What does this mean? Well, it certainly doesn’t contradict the ideas of the article I mentioned. Husbands ARE called to fight for their marriages. It’s explicitly stated that husbands are called to lay down their lives for the sake of their wives. However, this passage is really a plea from a husband to his wife asking her to kill the foxes that are attacking the vineyard of their marriage. So what does that mean?
I’m a husband. And reading this scripture was really challenging for me. Primarily because as a man, I believe that it’s my responsibility to do the killing for my wife. I mean, seriously, “be a man and go get the gun”? Heck yeah! Let’s go! Rifle or shotgun? But if I’m honest (and I challenge every husband to be honest with themselves and their wives), it’s often our pride and arrogance, this image of the huntsman husband, that keeps us from approaching our wives with humility, asking them to fight for us.
Last night, Brandee and I had to sit down and hash out some pretty serious stuff that was coming at us in our marriage. Maybe it’s because our church is going through a marriage series (and I’m preaching on marriage this Sunday) that the enemy is taking shots at us, but eventually I had to get to a place where I confessed to her many of the lies that were screaming at me in my head, some dark places those voices were luring me into, and my lack of strength to fight them.
“I want to lead you,” I said. “But I can’t right now.
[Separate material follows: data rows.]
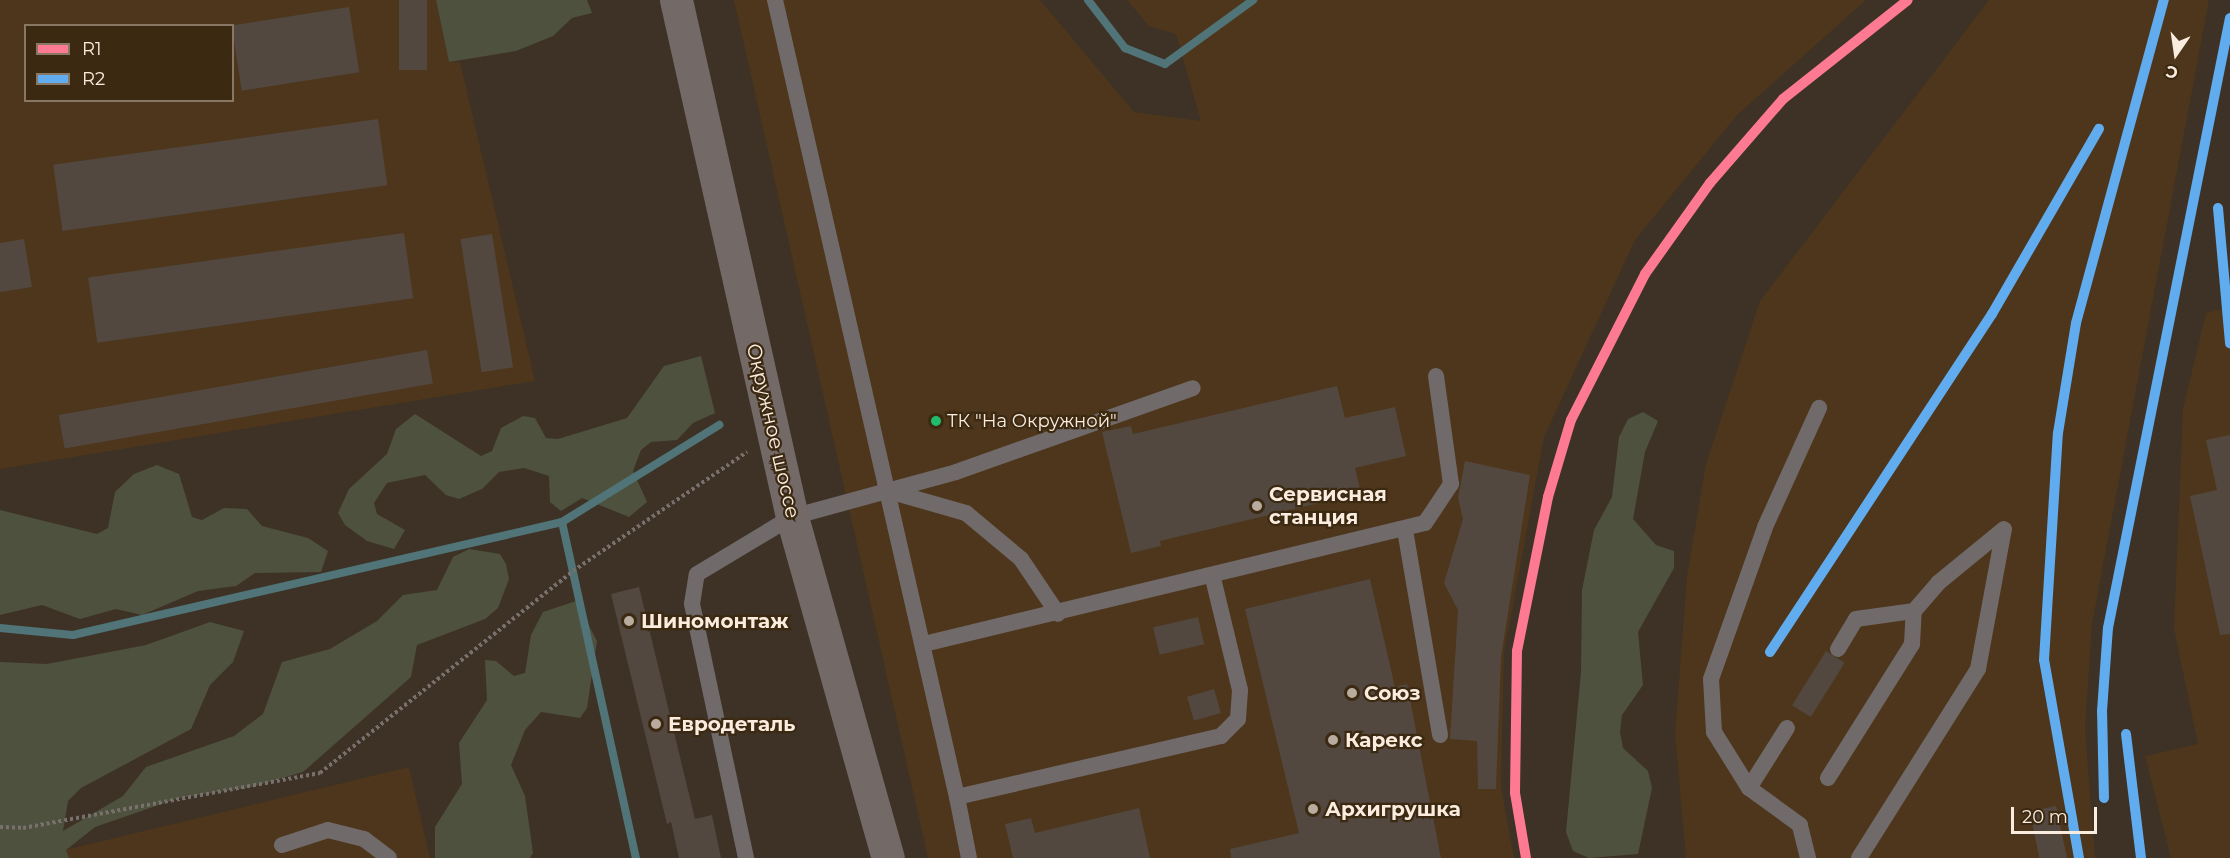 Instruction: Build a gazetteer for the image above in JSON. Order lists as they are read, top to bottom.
{
  "streets": {
    "main road": ["Окружное шоссе"]
  },
  "places": [
    "ТК \"На Окружной\"",
    "Сервисная станция",
    "Шиномонтаж",
    "Союз",
    "Евродеталь",
    "Карекс",
    "Архигрушка"
  ],
  "lines": ["transit line R1", "transit line R2"],
  "legend": ["R1", "R2"],
  "scale_bar": "20 m",
  "north": "bottom"
} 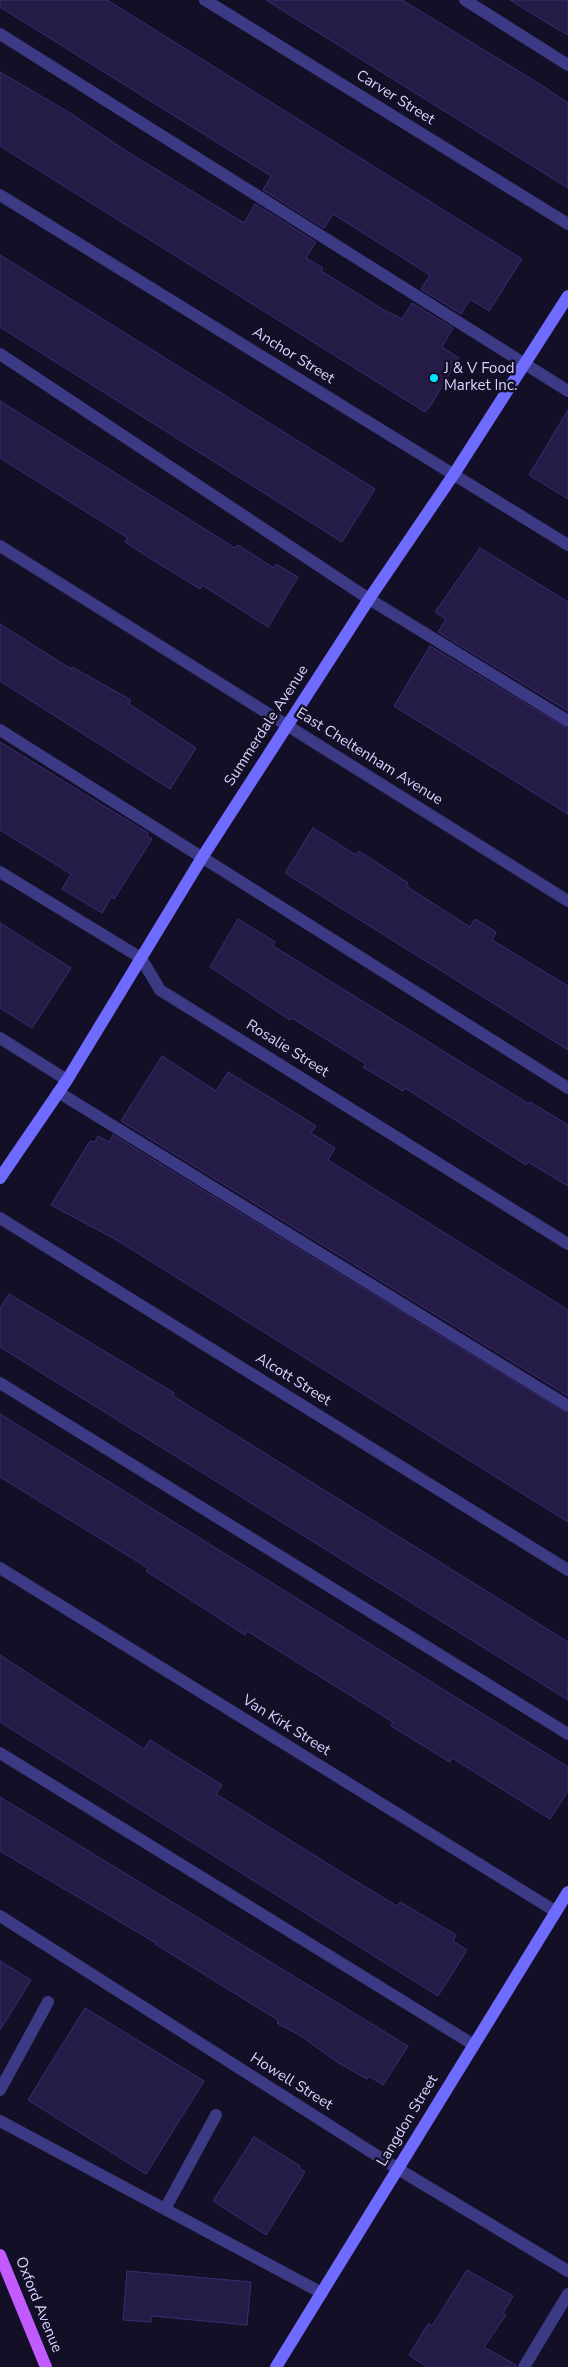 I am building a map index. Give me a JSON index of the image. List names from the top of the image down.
{
  "streets": {
    "main road": ["Summerdale Avenue", "Langdon Street", "Oxford Avenue"],
    "street": [
      "Carver Street",
      "Anchor Street",
      "East Cheltenham Avenue",
      "Rosalie Street",
      "Alcott Street",
      "Van Kirk Street",
      "Howell Street"
    ]
  },
  "crossings": [
    ["Anchor Street", "Summerdale Avenue"],
    ["Summerdale Avenue", "East Cheltenham Avenue"],
    ["Summerdale Avenue", "Rosalie Street"],
    ["Van Kirk Street", "Langdon Street"],
    ["Howell Street", "Langdon Street"]
  ],
  "places": ["J & V Food Market Inc."]
} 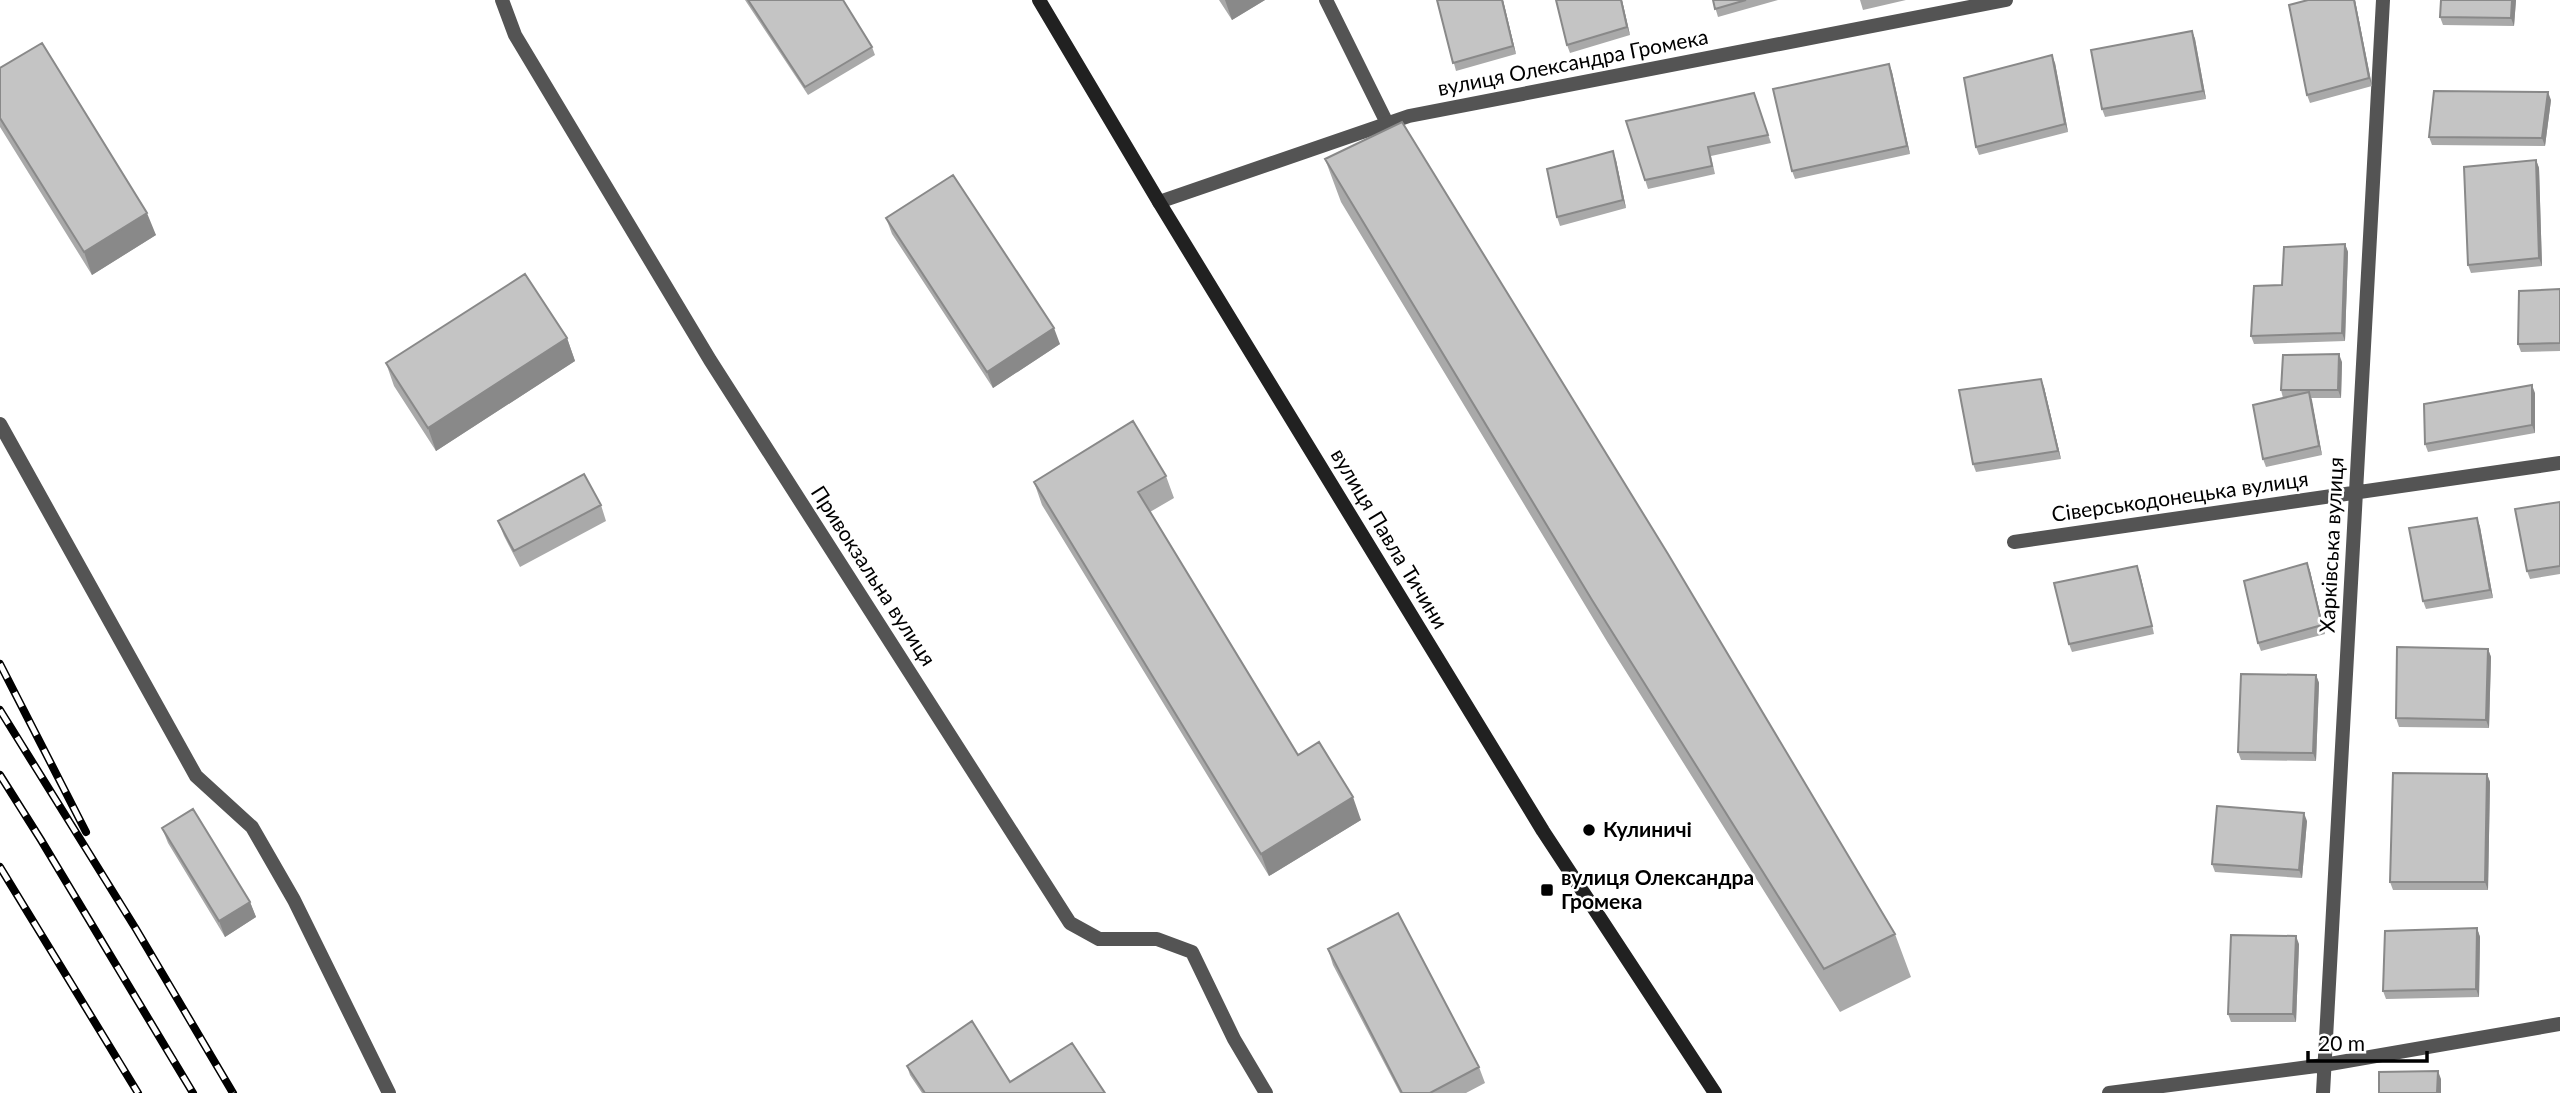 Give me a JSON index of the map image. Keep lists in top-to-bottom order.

I know that doesn’t sound impressive but I need you to know that. I’m really weak and I need you…” Husbands… put your pride aside. Your wife is not your enemy. It doesn’t make you less of man. If anything, it may be the most courageous thing you’ve ever done. Ask her to pick up the gun and go fox hunting.
I won’t lie, I was trying really hard after thinking about this idea of wives hunting foxes to come up with a list of threats that wives need to “kill” in order to defend their marriages. It’s nice and tidy and way easier to read… but life doesn’t work that way. Life isn’t a checklist of things to look out for. Your marriage can’t be distilled down to SWOC analysis. So instead of that, let me tell some of the ways my wife has killed foxes in our marriage:
I know it’s a simple one but sometimes fox hunting isn’t about blasting away with a rifle, but laying down traps and putting up fences. There is no greater blessing for a husband than a wife that prays for him. A wife that prays is a wife that understands that her husband needs the Holy Spirit to lead him, affect him, and change him. No one can change a person’s heart. Only God can. Knowing my wife prays for me gives me confidence that she loves me, God loves me, and God is faithful to me because I know he listens to her.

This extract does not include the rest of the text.